Fame is one of the ultimate illusions. It's a mythical distortion of the primal need to be seen, heard, and acknowledged. The idea of transformation, in its purity, is the antithesis of that: one seeks to transcend the shackles of the body, the everyday world, and, arguably, the prison of ego and identity. Defined in this way, the idea of transformation and learning are sacred. It's a way to reconcile ourselves with our mortality, when society often presents it as anathema, ugly, and disturbing. It's a way to reconcile ourselves with death itself. But human beings are perverse and constantly seek ways to defy or escape death.
–In The Marvelous Universe , illness is a form of transcendence, and at the same time, it has a certain power of sexual attraction. What place do you think illness occupies in the world today? Why does it play an important role in your stories?
–I dedicate myself to illuminating our greatest fears, because those fears are culturally inherited. It's always the Day of the Dead, just as it's always the Day of the Living. I don't see the difference. Illness is a portal that allows us to access different and essential ways of seeing. Illness, in that sense, is like dreaming while we sleep. It's like art. It's like sex. Illness permeates, instructs, informs. And it often kills. Illness, like art and sex, reminds us of our small place in the cosmos.
–Trixanna's character is the victim of an X-Men-derived hallucination. Here, President Milei is often portrayed as Wolverine. How do you think the insertion of modern fantasy stories into the current collective consciousness is affecting this?
–Trixanna suffers from schizophrenia, something society seems to have embraced openly. There's something clinically known as "ChatGPT psychosis," which affects those who become too familiar with AI. Intimacy with AI is on an exponentially upward arc; at the end of the rainbow, there will be something that's neither good nor bad, but it won't resemble a pot of gold. AI is becoming part of the collective unconscious. Blockbuster movies that reflect the myth are a secondary theme, a distraction, a reflection, but without significance.

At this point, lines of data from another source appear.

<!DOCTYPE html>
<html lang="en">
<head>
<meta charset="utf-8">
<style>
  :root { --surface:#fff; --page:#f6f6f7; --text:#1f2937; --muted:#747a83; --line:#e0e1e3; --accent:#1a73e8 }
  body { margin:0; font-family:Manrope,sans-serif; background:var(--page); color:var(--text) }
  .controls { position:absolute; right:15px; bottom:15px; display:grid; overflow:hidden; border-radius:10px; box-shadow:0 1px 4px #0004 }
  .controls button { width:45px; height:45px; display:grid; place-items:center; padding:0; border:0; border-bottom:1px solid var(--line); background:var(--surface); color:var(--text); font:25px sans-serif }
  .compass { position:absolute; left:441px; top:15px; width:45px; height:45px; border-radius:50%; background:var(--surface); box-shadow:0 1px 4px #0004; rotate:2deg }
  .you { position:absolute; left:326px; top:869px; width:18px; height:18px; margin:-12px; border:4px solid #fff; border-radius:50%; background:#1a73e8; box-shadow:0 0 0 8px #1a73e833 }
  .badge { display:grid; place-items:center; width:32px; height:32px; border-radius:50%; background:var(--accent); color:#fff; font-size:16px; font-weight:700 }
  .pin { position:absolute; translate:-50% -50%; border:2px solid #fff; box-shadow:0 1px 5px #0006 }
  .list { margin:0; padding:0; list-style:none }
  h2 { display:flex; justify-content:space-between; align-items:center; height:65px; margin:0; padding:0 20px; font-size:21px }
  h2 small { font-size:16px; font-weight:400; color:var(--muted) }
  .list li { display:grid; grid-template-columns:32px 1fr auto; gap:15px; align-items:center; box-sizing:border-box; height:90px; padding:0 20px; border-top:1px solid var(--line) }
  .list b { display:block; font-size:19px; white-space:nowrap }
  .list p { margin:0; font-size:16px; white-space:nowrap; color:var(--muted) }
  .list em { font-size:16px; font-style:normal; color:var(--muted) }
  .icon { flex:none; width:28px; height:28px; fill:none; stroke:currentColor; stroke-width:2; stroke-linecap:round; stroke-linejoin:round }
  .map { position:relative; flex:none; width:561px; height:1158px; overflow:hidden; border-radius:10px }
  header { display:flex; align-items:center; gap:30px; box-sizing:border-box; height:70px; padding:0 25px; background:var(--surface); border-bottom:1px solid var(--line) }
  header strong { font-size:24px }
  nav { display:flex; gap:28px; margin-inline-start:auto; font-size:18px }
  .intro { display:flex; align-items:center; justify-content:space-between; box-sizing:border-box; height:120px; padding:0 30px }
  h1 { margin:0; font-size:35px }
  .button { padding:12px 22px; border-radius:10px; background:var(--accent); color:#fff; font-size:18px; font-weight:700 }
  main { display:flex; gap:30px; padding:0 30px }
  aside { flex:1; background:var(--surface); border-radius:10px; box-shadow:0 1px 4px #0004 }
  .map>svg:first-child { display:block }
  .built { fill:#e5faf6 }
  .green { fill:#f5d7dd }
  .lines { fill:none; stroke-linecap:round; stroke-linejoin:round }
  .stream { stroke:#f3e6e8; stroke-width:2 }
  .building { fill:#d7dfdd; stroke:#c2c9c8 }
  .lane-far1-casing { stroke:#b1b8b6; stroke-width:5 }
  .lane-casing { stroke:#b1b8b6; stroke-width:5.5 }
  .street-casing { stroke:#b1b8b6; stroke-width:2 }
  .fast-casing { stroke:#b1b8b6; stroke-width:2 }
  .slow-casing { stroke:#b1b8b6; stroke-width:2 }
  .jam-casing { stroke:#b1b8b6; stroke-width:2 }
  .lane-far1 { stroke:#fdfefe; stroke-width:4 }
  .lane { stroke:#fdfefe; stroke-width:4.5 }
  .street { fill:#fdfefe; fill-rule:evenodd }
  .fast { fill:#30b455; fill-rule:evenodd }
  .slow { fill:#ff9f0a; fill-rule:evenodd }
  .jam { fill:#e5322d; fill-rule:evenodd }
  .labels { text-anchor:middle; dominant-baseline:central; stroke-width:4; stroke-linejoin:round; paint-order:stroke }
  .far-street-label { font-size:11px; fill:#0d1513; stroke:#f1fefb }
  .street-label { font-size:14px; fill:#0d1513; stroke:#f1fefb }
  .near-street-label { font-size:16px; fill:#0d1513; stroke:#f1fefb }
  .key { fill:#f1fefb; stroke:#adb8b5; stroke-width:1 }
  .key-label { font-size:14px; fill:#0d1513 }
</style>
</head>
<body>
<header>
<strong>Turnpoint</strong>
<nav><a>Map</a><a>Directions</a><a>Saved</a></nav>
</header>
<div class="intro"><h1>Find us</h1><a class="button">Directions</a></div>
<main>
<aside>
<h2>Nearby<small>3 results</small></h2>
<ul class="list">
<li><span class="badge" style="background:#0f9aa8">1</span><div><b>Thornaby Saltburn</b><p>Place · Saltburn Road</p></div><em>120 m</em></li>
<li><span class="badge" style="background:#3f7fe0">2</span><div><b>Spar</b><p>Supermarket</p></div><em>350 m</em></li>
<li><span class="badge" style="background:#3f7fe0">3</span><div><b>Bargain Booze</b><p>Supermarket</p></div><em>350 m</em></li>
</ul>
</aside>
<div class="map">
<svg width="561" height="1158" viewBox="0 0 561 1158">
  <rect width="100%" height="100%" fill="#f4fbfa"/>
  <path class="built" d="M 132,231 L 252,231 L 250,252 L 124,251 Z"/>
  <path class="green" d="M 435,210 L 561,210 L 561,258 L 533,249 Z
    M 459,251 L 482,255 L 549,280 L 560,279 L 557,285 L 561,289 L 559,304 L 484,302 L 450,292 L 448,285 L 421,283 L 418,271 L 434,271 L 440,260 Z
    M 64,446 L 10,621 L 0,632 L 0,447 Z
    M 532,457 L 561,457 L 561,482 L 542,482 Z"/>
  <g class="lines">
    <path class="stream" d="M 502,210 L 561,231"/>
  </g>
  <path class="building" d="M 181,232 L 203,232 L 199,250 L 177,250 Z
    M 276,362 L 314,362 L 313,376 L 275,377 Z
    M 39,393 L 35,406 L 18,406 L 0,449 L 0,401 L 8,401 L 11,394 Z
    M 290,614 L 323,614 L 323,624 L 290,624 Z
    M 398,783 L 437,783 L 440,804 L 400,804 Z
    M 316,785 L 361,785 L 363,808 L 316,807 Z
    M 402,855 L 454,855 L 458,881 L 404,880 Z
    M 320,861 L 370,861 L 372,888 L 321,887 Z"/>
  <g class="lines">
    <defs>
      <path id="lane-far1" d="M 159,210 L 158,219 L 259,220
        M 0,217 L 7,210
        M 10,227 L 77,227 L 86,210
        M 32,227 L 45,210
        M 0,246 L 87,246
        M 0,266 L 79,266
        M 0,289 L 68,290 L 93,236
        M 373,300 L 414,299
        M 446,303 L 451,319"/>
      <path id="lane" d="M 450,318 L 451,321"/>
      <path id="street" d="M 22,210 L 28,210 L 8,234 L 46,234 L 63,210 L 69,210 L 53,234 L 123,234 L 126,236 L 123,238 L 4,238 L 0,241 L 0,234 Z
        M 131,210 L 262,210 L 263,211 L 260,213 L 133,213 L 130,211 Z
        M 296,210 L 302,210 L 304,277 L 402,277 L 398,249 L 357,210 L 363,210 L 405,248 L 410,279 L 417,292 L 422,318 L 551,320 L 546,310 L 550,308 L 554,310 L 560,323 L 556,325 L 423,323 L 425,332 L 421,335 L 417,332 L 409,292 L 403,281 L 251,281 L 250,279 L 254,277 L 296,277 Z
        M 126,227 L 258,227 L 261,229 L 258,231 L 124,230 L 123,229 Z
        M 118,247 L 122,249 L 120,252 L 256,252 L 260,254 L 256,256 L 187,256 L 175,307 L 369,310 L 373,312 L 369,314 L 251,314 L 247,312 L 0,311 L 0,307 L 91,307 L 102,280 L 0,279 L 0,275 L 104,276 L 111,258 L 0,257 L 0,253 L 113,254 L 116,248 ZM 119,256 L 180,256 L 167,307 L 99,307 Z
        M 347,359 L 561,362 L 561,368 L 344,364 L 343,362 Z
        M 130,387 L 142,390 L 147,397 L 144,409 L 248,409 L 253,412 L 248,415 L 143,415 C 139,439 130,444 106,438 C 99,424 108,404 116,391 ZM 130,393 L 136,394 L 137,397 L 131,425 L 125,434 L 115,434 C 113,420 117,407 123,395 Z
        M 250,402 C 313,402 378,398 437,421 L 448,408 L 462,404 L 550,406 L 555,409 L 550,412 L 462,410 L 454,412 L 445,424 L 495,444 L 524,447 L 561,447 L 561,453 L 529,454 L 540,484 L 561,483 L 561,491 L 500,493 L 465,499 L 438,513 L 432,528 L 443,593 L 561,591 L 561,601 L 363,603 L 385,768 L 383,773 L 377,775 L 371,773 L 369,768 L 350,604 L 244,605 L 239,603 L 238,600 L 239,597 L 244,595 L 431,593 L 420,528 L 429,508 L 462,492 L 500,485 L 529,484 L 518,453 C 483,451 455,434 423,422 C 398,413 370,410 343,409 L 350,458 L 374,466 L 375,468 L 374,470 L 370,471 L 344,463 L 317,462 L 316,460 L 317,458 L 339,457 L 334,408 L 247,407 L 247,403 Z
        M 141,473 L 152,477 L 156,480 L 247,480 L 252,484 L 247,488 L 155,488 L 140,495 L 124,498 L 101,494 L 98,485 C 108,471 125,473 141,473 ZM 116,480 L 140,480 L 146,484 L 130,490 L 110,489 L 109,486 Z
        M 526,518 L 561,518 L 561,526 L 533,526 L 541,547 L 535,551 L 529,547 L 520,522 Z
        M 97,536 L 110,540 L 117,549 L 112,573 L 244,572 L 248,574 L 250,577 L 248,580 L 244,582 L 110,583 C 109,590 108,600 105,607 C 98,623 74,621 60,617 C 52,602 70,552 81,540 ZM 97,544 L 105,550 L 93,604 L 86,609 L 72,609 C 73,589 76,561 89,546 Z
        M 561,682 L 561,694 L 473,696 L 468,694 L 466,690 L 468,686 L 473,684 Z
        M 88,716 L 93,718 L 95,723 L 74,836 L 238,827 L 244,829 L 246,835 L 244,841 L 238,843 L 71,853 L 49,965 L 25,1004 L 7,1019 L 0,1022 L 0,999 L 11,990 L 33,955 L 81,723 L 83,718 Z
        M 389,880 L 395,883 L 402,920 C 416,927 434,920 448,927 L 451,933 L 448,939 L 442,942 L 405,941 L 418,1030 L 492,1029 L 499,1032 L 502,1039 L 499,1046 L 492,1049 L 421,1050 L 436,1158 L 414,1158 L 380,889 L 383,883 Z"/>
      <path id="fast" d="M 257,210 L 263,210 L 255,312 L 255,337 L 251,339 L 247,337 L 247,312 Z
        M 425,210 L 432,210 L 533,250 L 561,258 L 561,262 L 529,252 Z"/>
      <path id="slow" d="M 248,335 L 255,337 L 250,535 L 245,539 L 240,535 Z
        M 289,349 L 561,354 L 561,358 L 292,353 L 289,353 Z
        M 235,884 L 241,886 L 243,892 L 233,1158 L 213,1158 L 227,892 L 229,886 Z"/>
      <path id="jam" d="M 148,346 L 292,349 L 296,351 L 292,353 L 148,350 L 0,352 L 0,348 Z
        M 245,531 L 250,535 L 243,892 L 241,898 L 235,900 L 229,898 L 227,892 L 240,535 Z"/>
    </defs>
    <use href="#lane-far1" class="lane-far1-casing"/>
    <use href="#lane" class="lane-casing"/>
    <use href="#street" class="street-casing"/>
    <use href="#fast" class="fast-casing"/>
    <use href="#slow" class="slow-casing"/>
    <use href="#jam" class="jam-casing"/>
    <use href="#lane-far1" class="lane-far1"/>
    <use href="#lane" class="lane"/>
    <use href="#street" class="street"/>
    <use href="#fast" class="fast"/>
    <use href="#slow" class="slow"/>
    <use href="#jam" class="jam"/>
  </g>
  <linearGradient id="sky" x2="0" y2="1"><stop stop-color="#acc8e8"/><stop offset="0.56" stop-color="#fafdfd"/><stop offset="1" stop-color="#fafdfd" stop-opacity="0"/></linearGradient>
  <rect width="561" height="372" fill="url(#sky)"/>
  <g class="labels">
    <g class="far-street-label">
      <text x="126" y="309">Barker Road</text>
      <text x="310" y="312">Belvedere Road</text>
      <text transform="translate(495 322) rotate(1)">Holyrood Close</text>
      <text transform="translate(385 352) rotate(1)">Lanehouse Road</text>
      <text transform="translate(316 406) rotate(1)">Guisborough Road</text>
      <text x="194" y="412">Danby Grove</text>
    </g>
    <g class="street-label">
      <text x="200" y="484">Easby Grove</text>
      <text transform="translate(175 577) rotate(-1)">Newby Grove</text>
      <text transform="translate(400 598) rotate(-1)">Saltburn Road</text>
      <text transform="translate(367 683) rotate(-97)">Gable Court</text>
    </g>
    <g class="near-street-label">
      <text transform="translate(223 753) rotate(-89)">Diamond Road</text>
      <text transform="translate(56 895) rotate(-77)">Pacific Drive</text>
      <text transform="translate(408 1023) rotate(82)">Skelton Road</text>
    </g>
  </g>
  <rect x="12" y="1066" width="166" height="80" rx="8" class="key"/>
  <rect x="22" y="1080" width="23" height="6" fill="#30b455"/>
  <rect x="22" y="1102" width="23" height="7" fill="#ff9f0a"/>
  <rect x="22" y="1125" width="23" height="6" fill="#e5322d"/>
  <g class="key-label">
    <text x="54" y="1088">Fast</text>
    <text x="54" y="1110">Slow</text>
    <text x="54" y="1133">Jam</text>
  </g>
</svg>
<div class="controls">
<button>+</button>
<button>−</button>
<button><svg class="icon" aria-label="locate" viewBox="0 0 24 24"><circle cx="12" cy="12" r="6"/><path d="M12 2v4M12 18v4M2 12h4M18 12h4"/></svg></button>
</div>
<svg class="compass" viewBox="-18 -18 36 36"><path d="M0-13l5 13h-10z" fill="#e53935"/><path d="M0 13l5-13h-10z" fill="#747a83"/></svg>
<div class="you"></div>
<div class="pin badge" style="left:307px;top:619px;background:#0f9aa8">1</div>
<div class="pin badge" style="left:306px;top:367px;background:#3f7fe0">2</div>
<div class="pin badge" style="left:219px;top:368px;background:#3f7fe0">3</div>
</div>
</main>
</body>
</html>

–Endgame reflects the current climate of cancel culture. Why did you think it was important to explore the topic through fiction? What did you observe during these years of self-induced purges in Hollywood?
–These purges continue. Again: it's an aspect of humanity that caught my attention. That Marvelous Universe was canceled by “sensitive readers” wasn't even ironic. I wanted to write something about what I call Cancellation Pavilion; something that reflected the complexities involved. Cancel culture was a wonderful synthesis of an ancient historical tendency toward the perversion of those who guard the gates of art, and even more so: those who use the word fascism with indifference and seek its elimination (something impossible because it has the same gravity in human DNA as the sacred) become passionate defenders of tyranny and massacre, both metaphorical and literal.
–What effect did that experience have on you, and on the writing of the last book ( Endgame )?
–The book was finished and published online for free, and its cancellation didn't involve any writing or rewriting. Ironically, it's the only novel of mine that will never go out of print. In fact, there are already many editions, and I don't receive any money for its publication, by my own choice.
–The novel combines a somewhat nihilistic outlook with a search for transcendence. That leads me to ask about your beliefs. Do you believe there's a possible order in the world, or do you practice active pessimism?
–I don't consider myself a cynic at all. I also seek transcendence. I don't have beliefs, because the perversion of being human is to build a cage with those beliefs and invite others into it, or to believe that one is outside it, looking in. My reflections on this are explored in The Met Gala and in Tales of Saints and Seekers: Two Novellas .
The Marvelous Universe . Origin Stories, Bruce Wagner. Walden Publishing, 504 pages.